• Task brief
Read through the listing below and copy each line in which the word "between" occurs.

• Data provided
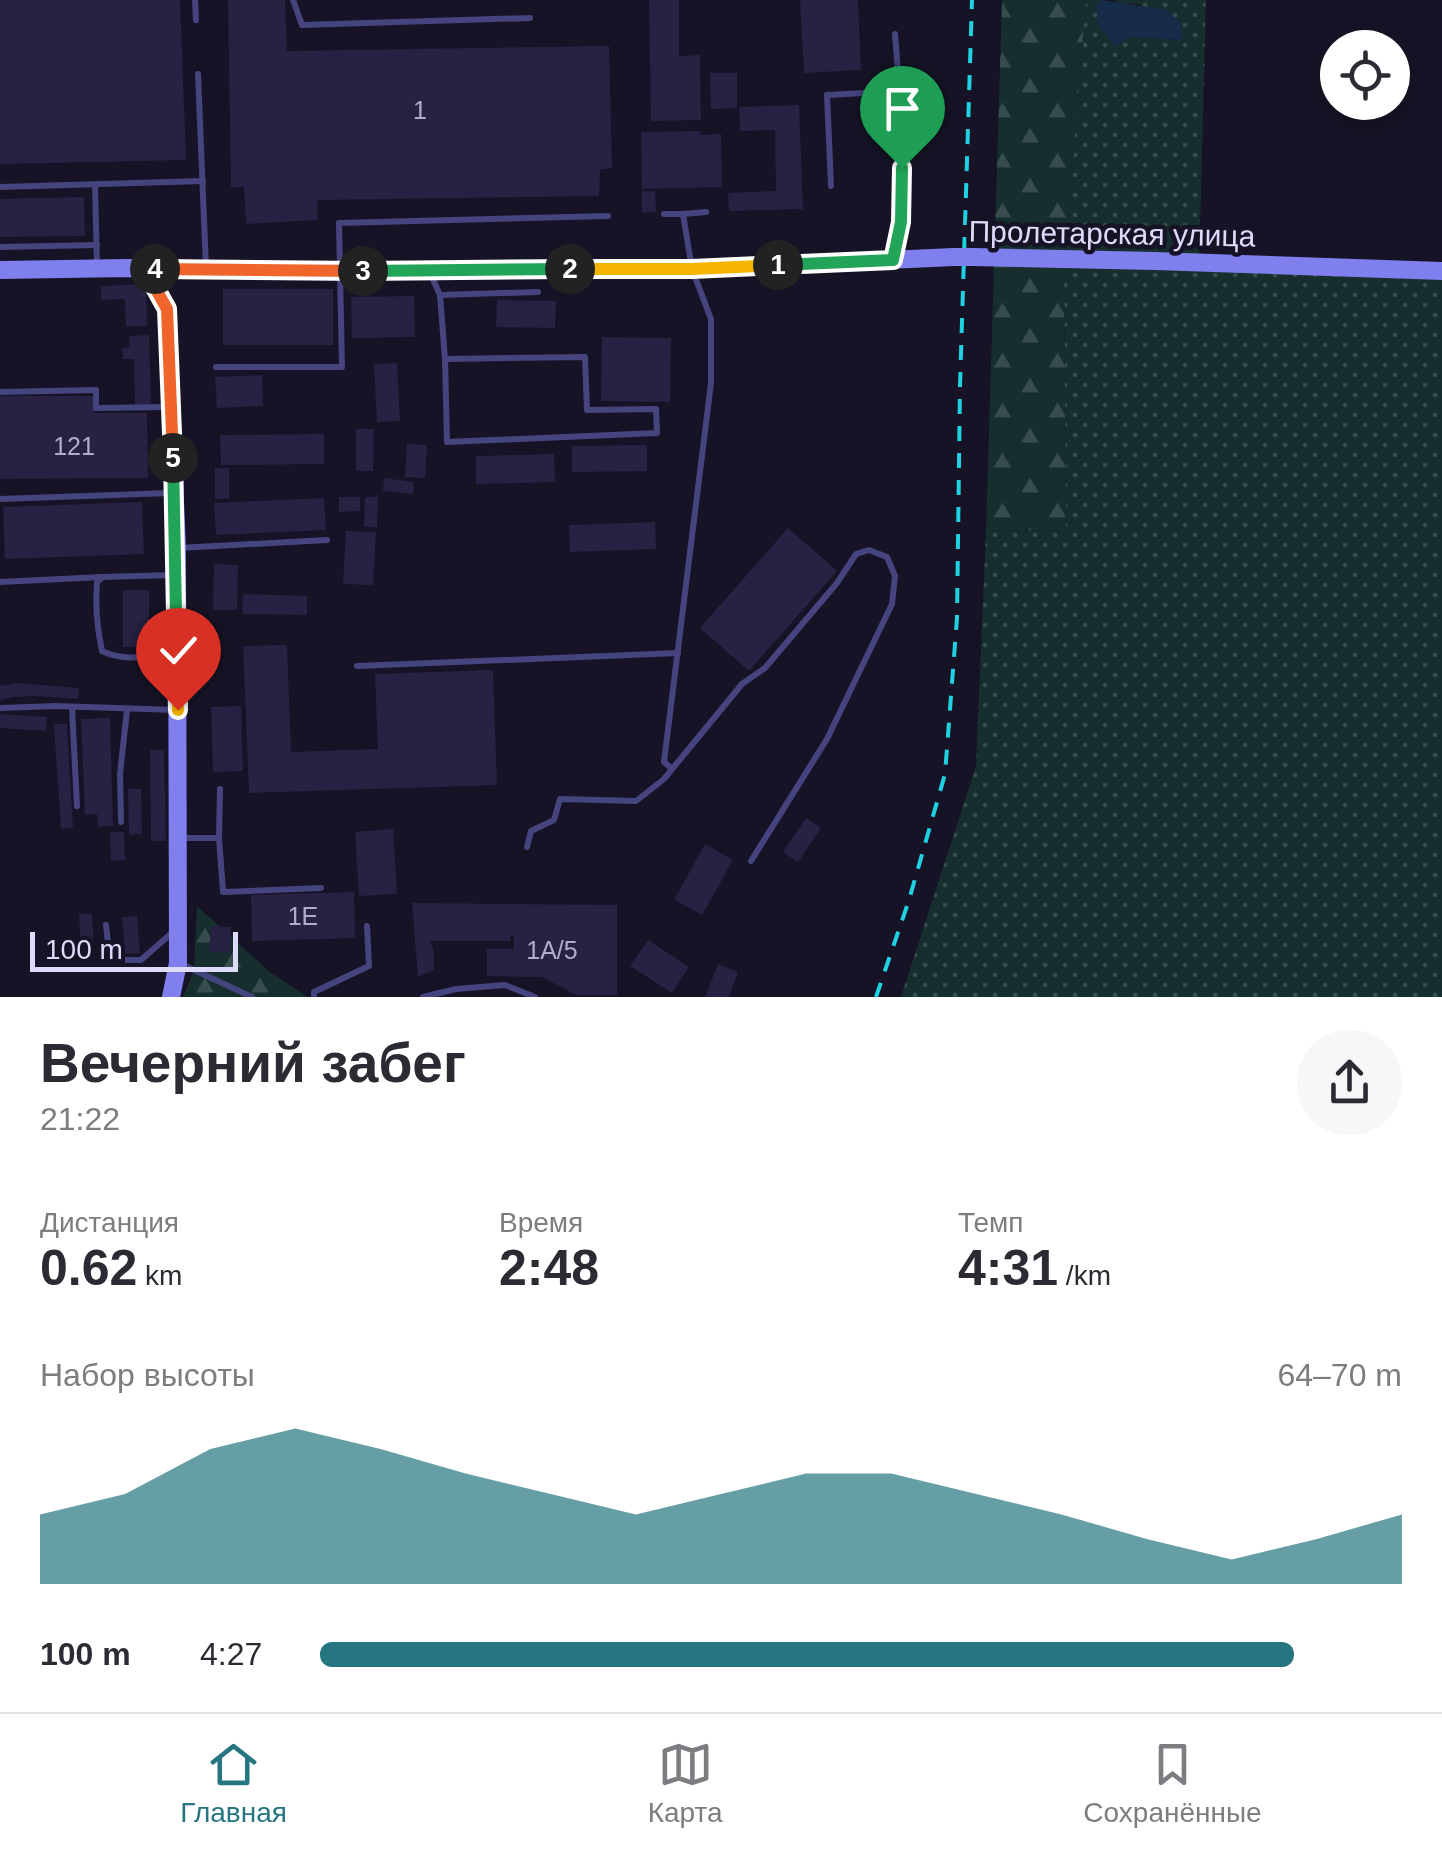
<!DOCTYPE html>
<html lang="ru">
<head>
<meta charset="utf-8">
<style>
	:root { --surface:#fff; --page:#f7f7f7; --text:#2b2b33; --muted:#7c7c81; --line:#e1e1e2; --accent:#267681 }
	body { margin:0; font-family:Arial,sans-serif; background:var(--page); color:var(--text); height:100vh; display:flex; flex-direction:column; font-size:38px; white-space:nowrap }
	* { box-sizing:border-box; margin:0 }
	p { font-size:32px; color:var(--muted) }
	.icon { flex:none; width:55px; height:55px; fill:none; stroke:currentColor; stroke-width:2; stroke-linecap:round; stroke-linejoin:round }
	.map { position:relative; height:997px; overflow:hidden }
	.drawer { display:flex; flex-direction:column; background:var(--surface); flex:1 }
	.drawer>* { flex:none }
	.controls { position:absolute; left:1320px; top:30px; display:grid; gap:20px }
	.controls a { display:grid; place-items:center; width:90px; height:90px; border-radius:50%; background:var(--surface); box-shadow:0 5px 15px #0003; font-size:50px }
	.scale { position:absolute; left:30px; bottom:25px; width:208px; box-sizing:border-box; padding-left:10px; border:5px solid #dedbfa; border-top:0; font-size:28px; line-height:35px; white-space:nowrap; color:#dedbfa; -webkit-text-stroke:8px #151325; paint-order:stroke }
	.pin { position:absolute; display:grid; place-items:center; width:85px; height:85px; color:#fff; margin:-102px -42px; border-radius:50% 50% 50% 0; rotate:-45deg; box-shadow:0 0 10px #0007 }
	.pin .icon { rotate:45deg }
	.km { position:absolute; width:50px; height:50px; margin:-25px; border-radius:50%; background:#222; color:#fff; font-size:28px; line-height:50px; text-align:center }
	.round { display:grid; place-items:center; flex:none; width:105px; height:105px; border-radius:52px; background:var(--page) }
	.headline { display:flex; align-items:center; justify-content:space-between; height:170px; padding:0 40px }
	h1 { font-size:55px; font-weight:800; line-height:75px }
	.metrics { display:grid; grid-template-columns:repeat(3,1fr); gap:15px; height:170px; padding:10px 40px }
	.metrics div { display:grid; align-content:center }
	.metrics b { font-size:50px; font-weight:800 }
	.metrics small { font-size:28px; font-weight:400 }
	.metrics p { font-size:28px }
	.chart { height:280px; padding:20px 40px }
	.chart p { display:flex; justify-content:space-between }
	.chart svg { width:100%; height:180px; margin-top:10px; fill:var(--accent); opacity:.7 }
	ul { padding:0 40px; list-style:none; font-size:32px }
	li { display:grid; grid-template-columns:160px 120px 1fr; align-items:center; height:75px }
	li i { height:25px; border-radius:12px; background:var(--accent) }
	.tab-bar { display:flex; justify-content:space-around; align-items:center; height:140px; border-top:2px solid var(--line); background:var(--surface); font-size:28px; color:var(--muted) }
	.tab-bar a { display:grid; justify-items:center; gap:5px }
	.tab-bar .current { color:var(--accent) }
	.map>svg:first-child { display:block }
	.grass { fill:url(#grass-dots) }
	.forest { fill:url(#forest-firs) }
	.water { fill:#172c49 }
	.building { fill:#272143 }
	.lines { fill:none; stroke-linecap:round; stroke-linejoin:round }
	.lane { stroke:#45447e; stroke-width:6 }
	.secondary { stroke:#7f7fee; stroke-width:18 }
	.rail { stroke:#20d2e1; stroke-width:4; stroke-dasharray:15 12; stroke-linecap:butt }
	.secondary-bridge { stroke:#7f7fee; stroke-width:18 }
	.split-1-casing { stroke:#fff; stroke-width:20 }
	.split-2-casing { stroke:#fff; stroke-width:20 }
	.split-3-casing { stroke:#fff; stroke-width:20 }
	.split-4-casing { stroke:#fff; stroke-width:20 }
	.split-5-casing { stroke:#fff; stroke-width:20 }
	.split-6-casing { stroke:#fff; stroke-width:20 }
	.split-7-casing { stroke:#fff; stroke-width:20 }
	.split-1 { stroke:#22a559; stroke-width:12 }
	.split-2 { stroke:#f5b400; stroke-width:12 }
	.split-3 { stroke:#22a559; stroke-width:12 }
	.split-4 { stroke:#f0652b; stroke-width:12 }
	.split-5 { stroke:#f0652b; stroke-width:12 }
	.split-6 { stroke:#22a559; stroke-width:12 }
	.split-7 { stroke:#f5b400; stroke-width:12 }
	.labels { text-anchor:middle; stroke-width:9; stroke-linejoin:round; paint-order:stroke }
	.number-label { font-size:25px; fill:#b0accc }
	.street-label { font-size:30px; fill:#dedbfa; stroke:#151325 }
</style>
</head>
<body>
<div class="map">
<svg width="1442" height="997" viewBox="0 0 1442 997">
	<defs>
		<pattern id="grass-dots" width="8" height="8" patternUnits="userSpaceOnUse" patternTransform="scale(2.5)"><rect width="8" height="8" fill="#162e2d"/><path d="M2 2h.1M6 6h.1" fill="none" stroke="#374c4c" stroke-width="1.8" stroke-linecap="round"/></pattern>
		<pattern id="forest-firs" width="22" height="20" patternUnits="userSpaceOnUse" patternTransform="scale(2.5)"><rect width="22" height="20" fill="#162e2d"/><path d="M5 1l3.5 6h-7zM16 11l3.5 6h-7z" fill="#374c4c"/></pattern>
	</defs>
	<rect width="100%" height="100%" fill="#151325"/>
	<path class="grass" d="M 1086,0 L 1102,0 L 1096,5 L 1129,37 L 1181,40 L 1181,23 L 1138,4 L 1117,3 L 1114,0 L 1206,0 L 1199,267 L 1442,272 L 1442,997 L 901,997 L 976,766 L 986,531 L 1066,530 L 1064,270 Z"/>
	<g class="forest">
		<path d="M 1002,0 L 1086,0 L 1064,270 L 1066,530 L 986,531 Z"/>
		<path d="M 197,906 L 271,973 L 308,997 L 183,997 L 194,970 Z"/>
	</g>
	<path class="water" d="M 1102,0 L 1167,10 L 1181,23 L 1182,40 L 1129,37 L 1115,46 L 1098,25 L 1096,5 Z"/>
	<g class="building">
		<path d="M 0,0 L 180,0 L 186,160 L 0,164 Z"/>
		<path d="M 228,0 L 285,0 L 287,51 L 609,46 L 612,168 L 600,170 L 599,196 L 318,200 L 317,220 L 246,224 L 244,187 L 231,187 Z"/>
		<path d="M 649,0 L 679,0 L 679,56 L 700,55 L 701,120 L 651,121 Z"/>
		<path d="M 800,0 L 858,0 L 861,70 L 804,73 Z"/>
		<path d="M 710,73 L 737,73 L 737,108 L 711,109 Z"/>
		<path d="M 799,105 L 803,209 L 729,211 L 728,193 L 776,191 L 775,130 L 740,131 L 739,107 Z"/>
		<path d="M 700,131 L 701,135 L 721,134 L 722,187 L 642,189 L 641,132 Z"/>
		<path d="M 642,191 L 655,191 L 656,212 L 642,213 Z"/>
		<path d="M 84,197 L 85,236 L 0,237 L 0,199 Z"/>
		<path d="M 146,284 L 147,326 L 126,326 L 125,299 L 101,300 L 101,286 Z"/>
		<rect x="223" y="289" width="110" height="56"/>
		<path d="M 414,296 L 415,337 L 352,338 L 351,297 Z"/>
		<path d="M 497,300 L 556,301 L 555,328 L 496,327 Z"/>
		<path d="M 149,335 L 151,404 L 135,405 L 134,359 L 123,359 L 122,348 L 130,347 L 129,336 Z"/>
		<path d="M 602,337 L 671,338 L 670,402 L 601,401 Z"/>
		<path d="M 397,363 L 400,421 L 377,422 L 374,364 Z"/>
		<path d="M 262,375 L 263,406 L 217,408 L 215,377 Z"/>
		<path d="M 0,396 L 93,396 L 94,413 L 147,413 L 148,478 L 0,479 Z"/>
		<path d="M 356,429 L 374,429 L 373,471 L 356,471 Z"/>
		<path d="M 324,434 L 324,464 L 221,465 L 220,435 Z"/>
		<path d="M 407,444 L 427,445 L 425,478 L 405,477 Z"/>
		<path d="M 647,445 L 647,471 L 572,472 L 572,446 Z"/>
		<path d="M 554,454 L 555,482 L 476,484 L 476,456 Z"/>
		<rect x="215" y="468" width="14" height="31"/>
		<path d="M 384,478 L 414,482 L 413,494 L 383,491 Z"/>
		<path d="M 339,497 L 360,497 L 360,511 L 339,512 Z"/>
		<path d="M 365,497 L 378,497 L 377,527 L 364,527 Z"/>
		<path d="M 324,498 L 326,530 L 216,535 L 214,503 Z"/>
		<path d="M 142,502 L 144,554 L 5,559 L 3,507 Z"/>
		<path d="M 655,522 L 656,549 L 570,552 L 569,525 Z"/>
		<path d="M 788,528 L 837,571 L 749,671 L 700,628 Z"/>
		<path d="M 346,531 L 376,532 L 373,585 L 343,584 Z"/>
		<path d="M 214,564 L 238,565 L 237,610 L 213,610 Z"/>
		<rect x="123" y="590" width="26" height="57"/>
		<path d="M 243,594 L 307,596 L 307,615 L 242,614 Z"/>
		<path d="M 287,645 L 291,752 L 378,749 L 375,674 L 493,670 L 497,785 L 249,793 L 243,646 Z"/>
		<path d="M 18,683 L 79,688 L 78,699 L 35,696 L 13,697 L 0,700 L 0,686 Z"/>
		<path d="M 241,706 L 243,771 L 213,772 L 211,707 Z"/>
		<path d="M 0,714 L 47,717 L 46,731 L 0,728 Z"/>
		<path d="M 110,718 L 113,826 L 98,827 L 97,814 L 85,815 L 81,719 Z"/>
		<path d="M 54,724 L 67,724 L 73,828 L 61,829 Z"/>
		<path d="M 150,750 L 164,750 L 166,841 L 151,841 Z"/>
		<path d="M 128,789 L 141,789 L 142,834 L 129,835 Z"/>
		<path d="M 806,818 L 821,828 L 798,862 L 783,852 Z"/>
		<path d="M 393,829 L 397,894 L 359,896 L 355,832 Z"/>
		<path d="M 110,832 L 124,832 L 125,860 L 111,861 Z"/>
		<path d="M 705,844 L 733,860 L 702,915 L 674,900 Z"/>
		<path d="M 354,892 L 355,938 L 252,941 L 251,895 Z"/>
		<path d="M 412,903 L 617,905 L 617,995 L 576,995 L 542,977 L 487,976 L 487,949 L 514,949 L 514,936 L 510,936 L 510,941 L 430,941 L 434,951 L 434,970 L 418,977 Z"/>
		<path d="M 79,914 L 92,914 L 94,950 L 81,951 Z"/>
		<path d="M 137,916 L 140,953 L 125,954 L 122,917 Z"/>
		<path d="M 211,926 L 231,927 L 230,953 L 209,952 Z"/>
		<path d="M 648,940 L 689,967 L 672,993 L 630,966 Z"/>
		<path d="M 718,964 L 738,972 L 729,997 L 705,997 Z"/>
	</g>
	<g class="lines">
		<g class="lane">
			<path d="M 195,0 L 196,20"/>
			<path d="M 293,0 L 302,25 L 530,18"/>
			<path d="M 198,74 L 206,268"/>
			<path d="M 95,185 L 97,267"/>
			<path d="M 831,186 L 827,95 L 902,91"/>
			<path d="M 0,187 L 203,181"/>
			<path d="M 664,214 L 683,214"/>
			<path d="M 0,247 L 97,245"/>
			<path d="M 894,258 L 901,222 L 905,107 L 898,72 L 895,34"/>
			<path d="M 431,275 L 440,295 L 538,292"/>
			<path d="M 440,295 L 445,359 L 585,357 L 587,410 L 656,409 L 657,433 L 447,442 L 445,359"/>
			<path d="M 216,367 L 342,367 L 339,223 L 608,216"/>
			<path d="M 0,392 L 96,390 L 96,408 L 169,407"/>
			<path d="M 0,499 L 171,493"/>
			<path d="M 178,548 L 327,540"/>
			<path d="M 0,582 L 102,577"/>
			<path d="M 173,655 C 149,656 124,662 102,651 C 97,628 95,606 97,582 L 103,577 L 173,575"/>
			<path d="M 357,666 L 678,653"/>
			<path d="M 72,707 L 77,806"/>
			<path d="M 0,708 L 56,706 L 176,710"/>
			<path d="M 671,768 L 664,762 L 711,383 L 711,319 L 692,269 L 683,214 L 706,212"/>
			<path d="M 121,822 L 120,774 L 127,710"/>
			<path d="M 179,838 L 219,838 L 223,892 L 321,888"/>
			<path d="M 219,838 L 220,789"/>
			<path d="M 527,847 L 531,831 L 554,820 L 560,799 L 636,801 L 664,779 L 742,684 L 765,668 L 837,583 L 856,554 L 869,550 L 887,557 L 895,576 L 892,604 L 827,739 L 751,861"/>
			<path d="M 106,925 L 110,960 L 141,960 L 174,931"/>
			<path d="M 179,963 L 252,997"/>
			<path d="M 314,997 L 314,992 L 369,966 L 367,926"/>
			<path d="M 423,997 L 456,989 L 505,985 L 535,997"/>
		</g>
		<g class="secondary">
			<path d="M 973,257 L 1155,261 L 1442,271"/>
			<path d="M 144,269 L 167,309 L 177,548 L 178,963 L 171,997"/>
			<path d="M 0,270 L 128,268 L 338,271 L 692,269 L 954,257"/>
		</g>
		<path class="rail" d="M 876,997 L 909,900 L 945,774 L 957,618 L 960,385 L 972,0"/>
		<path class="secondary-bridge" d="M 954,257 L 973,257"/>
	</g>
	<g class="lines">
		<defs>
			<path id="split-1" d="M 778,265 L 893,260 L 901,222 L 902,168"/>
			<path id="split-2" d="M 570,269 L 692,269 L 778,265"/>
			<path id="split-3" d="M 363,271 L 570,269"/>
			<path id="split-4" d="M 155,269 L 363,271"/>
			<path id="split-5" d="M 155,269 L 144,268 L 167,309 L 173,458"/>
			<path id="split-6" d="M 173,458 L 177,665"/>
			<path id="split-7" d="M 177,665 L 178,710"/>
		</defs>
		<use href="#split-1" class="split-1-casing"/>
		<use href="#split-2" class="split-2-casing"/>
		<use href="#split-3" class="split-3-casing"/>
		<use href="#split-4" class="split-4-casing"/>
		<use href="#split-5" class="split-5-casing"/>
		<use href="#split-6" class="split-6-casing"/>
		<use href="#split-7" class="split-7-casing"/>
		<use href="#split-1" class="split-1"/>
		<use href="#split-2" class="split-2"/>
		<use href="#split-3" class="split-3"/>
		<use href="#split-4" class="split-4"/>
		<use href="#split-5" class="split-5"/>
		<use href="#split-6" class="split-6"/>
		<use href="#split-7" class="split-7"/>
	</g>
	<g class="labels">
		<g class="number-label">
			<text x="420" y="119">1</text>
			<text x="74" y="455">121</text>
			<text x="303" y="925">1Е</text>
			<text x="552" y="959">1А/5</text>
		</g>
		<g class="street-label">
			<text transform="translate(1112 234) rotate(1)" y="10">Пролетарская улица</text>
		</g>
	</g>
</svg>
<div class="controls">
<a><svg class="icon" aria-label="locate" viewBox="0 0 24 24"><circle cx="12" cy="12" r="6"/><path d="M12 2v4M12 18v4M2 12h4M18 12h4"/></svg></a>
</div>
<div class="scale">100 m</div>
<div class="pin" style="left:902px;top:168px;background:#1e9e55"><svg class="icon" aria-label="arrive" viewBox="0 0 24 24"><path d="M6 21V4h12l-3 4 3 4H6"/></svg></div>
<div class="pin" style="left:178px;top:710px;background:#d93025"><svg class="icon" aria-label="check" viewBox="0 0 24 24"><path d="M5 12l5 5 9-10"/></svg></div>
<b class="km" style="left:778px;top:265px">1</b>
<b class="km" style="left:570px;top:269px">2</b>
<b class="km" style="left:363px;top:271px">3</b>
<b class="km" style="left:155px;top:269px">4</b>
<b class="km" style="left:173px;top:458px">5</b>
</div>
<section class="drawer">
<div class="headline"><div><h1>Вечерний забег</h1><p>21:22</p></div><a class="round"><svg class="icon" aria-label="share" viewBox="0 0 24 24"><path d="M12 15V3M7 8l5-5 5 5M5 13v7h14v-7"/></svg></a></div>
<div class="metrics">
<div><p>Дистанция</p><b>0.62<small> km</small></b></div>
<div><p>Время</p><b>2:48</b></div>
<div><p>Темп</p><b>4:31<small> /km</small></b></div>
</div>
<div class="chart"><p><span>Набор высоты</span>64–70 m</p>
<svg viewBox="0 0 160 44" preserveAspectRatio="none"><path d="M0 44V27L10 22L20 11L30 6L40 11L50 17L60 22L70 27L80 22L90 17L100 17L110 22L120 27L130 33L140 38L150 33L160 27V44z"/></svg>
</div>
<ul>
<li><b>100 m</b>4:27<i style="width:90%"></i></li>
</ul>
</section>
<nav class="tab-bar">
<a class="current"><svg class="icon" aria-label="home" viewBox="0 0 24 24"><path d="M3 11l9-7 9 7M6 9v11h12V9"/></svg>Главная</a>
<a><svg class="icon" aria-label="map" viewBox="0 0 24 24"><path d="M3 6l6-2 6 2 6-2v14l-6 2-6-2-6 2zM9 4v14M15 6v14"/></svg>Карта</a>
<a><svg class="icon" aria-label="saved" viewBox="0 0 24 24"><path d="M7 4h10v16l-5-4-5 4z"/></svg>Сохранённые</a>
</nav>
</body>
</html>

• Your solution
	.headline { display:flex; align-items:center; justify-content:space-between; height:170px; padding:0 40px }
	.chart p { display:flex; justify-content:space-between }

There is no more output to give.